A service will be held at the Unitarian Fellowship of Lawrence in the spring. In lieu of flowers, his family suggests a donation to the Lawrence Humane Society or the March of Dimes. Guestbook at www.warrenmcelwain.com.

 

 

7 Condolences

  1. Kate Stammler,nee Katie Hocker on October 18, 2014 at 12:05 pm

    Hugs to all of you, and sorry for your loss-we are far away from Lawrence these days, but my memories of meals and conversations in your house are among my best of childhood–lots of teasing, challenging word-play, exciting ideas and a family world different from my own, welcoming to me always. Thank-you -Katie Hocker



  2. Ashley on October 19, 2014 at 5:46 pm

    I was one of the first care-givers for Joel and I will miss him deeply!! He was a great guy! My heart goes out to his family!!!!



  3. Dorthy Pennington on October 20, 2014 at 2:14 pm

    Hello Ellen & Family,
    I send my condolences to you in the loss of your husband and father.

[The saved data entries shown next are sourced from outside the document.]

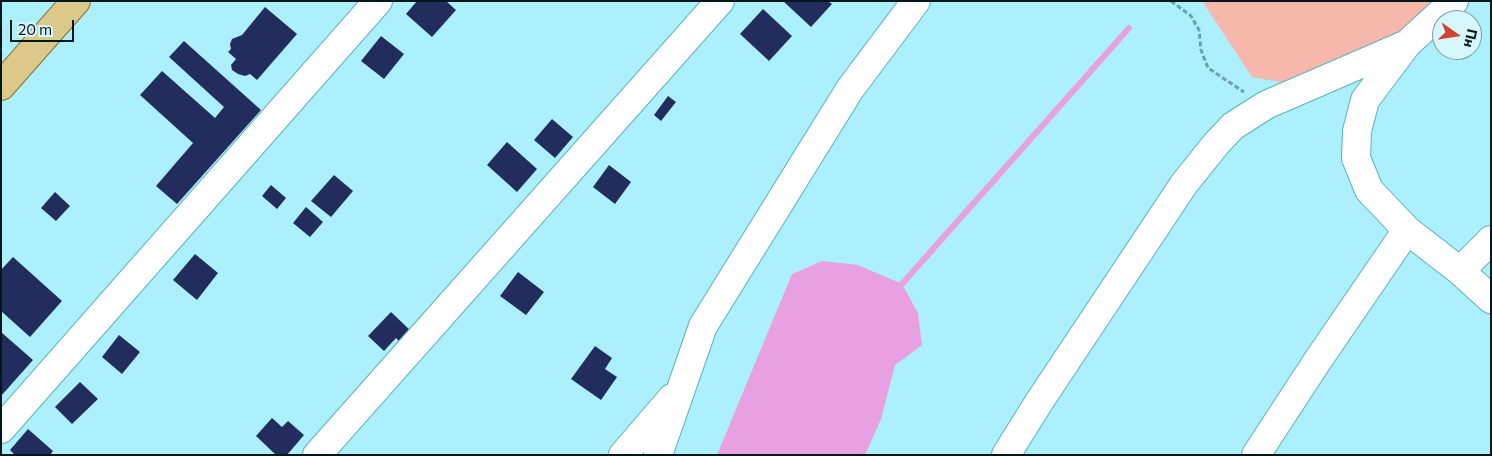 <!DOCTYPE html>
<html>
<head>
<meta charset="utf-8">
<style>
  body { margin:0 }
  #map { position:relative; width:1492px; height:456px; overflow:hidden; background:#acf0fd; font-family:Commissioner,sans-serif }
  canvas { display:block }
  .frame { position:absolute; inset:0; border:2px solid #00181d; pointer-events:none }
  .north { position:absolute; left:1432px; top:10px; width:50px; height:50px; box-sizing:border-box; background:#d6f7fd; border:1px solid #809ea3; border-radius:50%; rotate:103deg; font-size:14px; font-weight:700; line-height:20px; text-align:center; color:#00181d }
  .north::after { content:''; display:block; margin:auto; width:18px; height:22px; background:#d14431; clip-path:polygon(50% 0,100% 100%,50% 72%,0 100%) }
  .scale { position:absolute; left:10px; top:20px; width:64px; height:22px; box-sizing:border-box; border:2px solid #00181d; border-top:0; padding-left:6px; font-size:15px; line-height:18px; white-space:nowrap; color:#00181d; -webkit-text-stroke:4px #d6f7fd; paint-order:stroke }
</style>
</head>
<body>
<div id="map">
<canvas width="1492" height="456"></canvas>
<div class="frame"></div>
<div class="north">Пн</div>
<div class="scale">20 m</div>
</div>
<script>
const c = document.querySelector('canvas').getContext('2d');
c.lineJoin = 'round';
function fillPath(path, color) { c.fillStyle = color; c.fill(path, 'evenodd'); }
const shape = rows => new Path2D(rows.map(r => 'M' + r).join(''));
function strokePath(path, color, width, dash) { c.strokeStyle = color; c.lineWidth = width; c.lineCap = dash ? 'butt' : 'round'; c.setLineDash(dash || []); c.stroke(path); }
fillPath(shape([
  [1202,1,1436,1,1336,92,1252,77]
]), '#f7b8ac');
fillPath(shape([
  [822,261,858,265,902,284,918,313,922,345,895,365,881,419,865,455,717,455,792,274]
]), '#e9a0e0');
strokePath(shape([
  [902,284,1129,28]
]), '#e9a0e0', 6);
fillPath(shape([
  [417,1,446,1,456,10,432,37,406,14],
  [783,1,828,1,832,4,811,27],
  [265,7,297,34,257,80,250,74,245,76,238,74,232,70,231,65,236,59,228,52,231,49,230,44,232,39,242,35],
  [763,9,792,36,769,61,740,34],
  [381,36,404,54,384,79,361,61],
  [184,41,261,110,177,204,156,186,193,143,140,95,162,71,215,118,224,107,169,57],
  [668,96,676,102,661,121,654,115],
  [552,119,573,137,555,158,534,140],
  [507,142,537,169,517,192,487,165],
  [609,165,631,182,615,204,593,187],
  [334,175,353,191,331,217,311,201],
  [271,185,286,198,277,209,262,196],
  [55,192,70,206,56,221,41,208],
  [306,207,323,222,310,237,293,223],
  [195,254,218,273,197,300,173,280],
  [13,257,62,301,30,337,1,311,1,270],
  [518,272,544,292,526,315,500,296],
  [391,312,412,332,401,343,396,338,384,351,368,336],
  [1,332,33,360,1,396],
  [119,335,140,352,122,374,102,357],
  [595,346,612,358,605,369,617,377,601,400,571,379],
  [80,382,98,399,72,424,55,407],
  [272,418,282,427,288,421,304,435,287,455,276,455,256,436],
  [28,429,53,451,50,455,15,455,10,450]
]), '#222d5e');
const minor = shape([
  [1454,1,1407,44,1365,100,1357,131,1356,158,1369,190,1407,230,1460,271,1491,299],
  [1460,271,1491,240],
  [1,429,378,1],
  [317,455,720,1],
  [623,455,672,398],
  [658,455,703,326,850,89,916,1],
  [1006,455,1039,402,1184,184,1216,144,1233,126,1266,105,1407,44],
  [1256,455,1318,360,1407,230]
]);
const major = shape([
  [1,86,76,1]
]);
strokePath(minor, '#59b1c2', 30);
strokePath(major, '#80722f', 30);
strokePath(shape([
  [1171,1,1191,16,1199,30,1201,50,1208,68,1244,92]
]), '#6da1ab', 3, [5, 2.5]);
strokePath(minor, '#fff', 28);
strokePath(major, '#dcc888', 28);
</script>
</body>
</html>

May many happy memories be a source of comfort for you. I remember Joel as quite the intellectual during our years in Wescoe Hall.

    All the best to you.

    Dorthy L. Pennington



  4. Thorold (Tod) Roberts on October 23, 2014 at 5:41 pm

    I send my condolences to Prof. Gold’s friends and family. I was his student in several courses at the Univ. of Kansas in 1963-68, and he was a major inspiration for me to become a college teacher. He will be much remembered for his scholarship, mentoring, and kindness.



  5. Dick Eversole and Mo Godman on November 5, 2014 at 7:35 pm

    I had the pleasure of sharing an office with Jo in the late sixties. I was new to the department and he made me feel very comfortable. It was also much appreciated that he came to our wedding in England in 1986. We think of him fondly.



  6. Barbara Burlison on November 6, 2014 at 10:54 am

    My sincere sympathies to Ellen and their children and grandchildren. I was fortunate to have worked on the first Maneater staff at UMC with Joel, and remember with great affection his directions to “his” reporters. He was witty, bright, and I always wished I could have been a student in one of his classes. I know they were both educational and entertaining. The first students of Mizzou’s student newspaper, it’s continuing roster of excellent students, and the university itself owe a great debt to him for his vision and inspiration. It was a privilege to have known him.



  7. Sandra Panici on December 5, 2014 at 6:36 am

    My undergraduate professors from Indiana knew Joel Gold as the Big Man on Campus. He was larger than life at Lawrence too. Every week his Graduate students would board his literary time machine and take a trip to 17th and 18th century England. Professor Gold knew all the nuances, quirks, variables and vagaries of his studies. Judging by how we all behaved after class, I don’t think any of us ever fully came back from those trips. He changed all of us, turning us into real scholars and real people too, saying early on that we can be scholars without acting like the Graduate students at that place and the other place too. He was brilliant and could teach too, a rarity.

    Many times I would turn in my papers late just so I could walk to his house at night, especially enchanting in the Winter when the sidewalks would glisten and sparkle all along the well-lit walk, and the city lights below in the valley were plentiful, big and bright. His house was on the edge of Mount Oread and I would linger on the way back just to merge into the bright shimmer that lit up the dark. The KU campus was beautiful by day and magical at night.

    I had three Graduate courses with Professor Gold from 1967 – 1969, and I still experience the fullness and richness of his influence.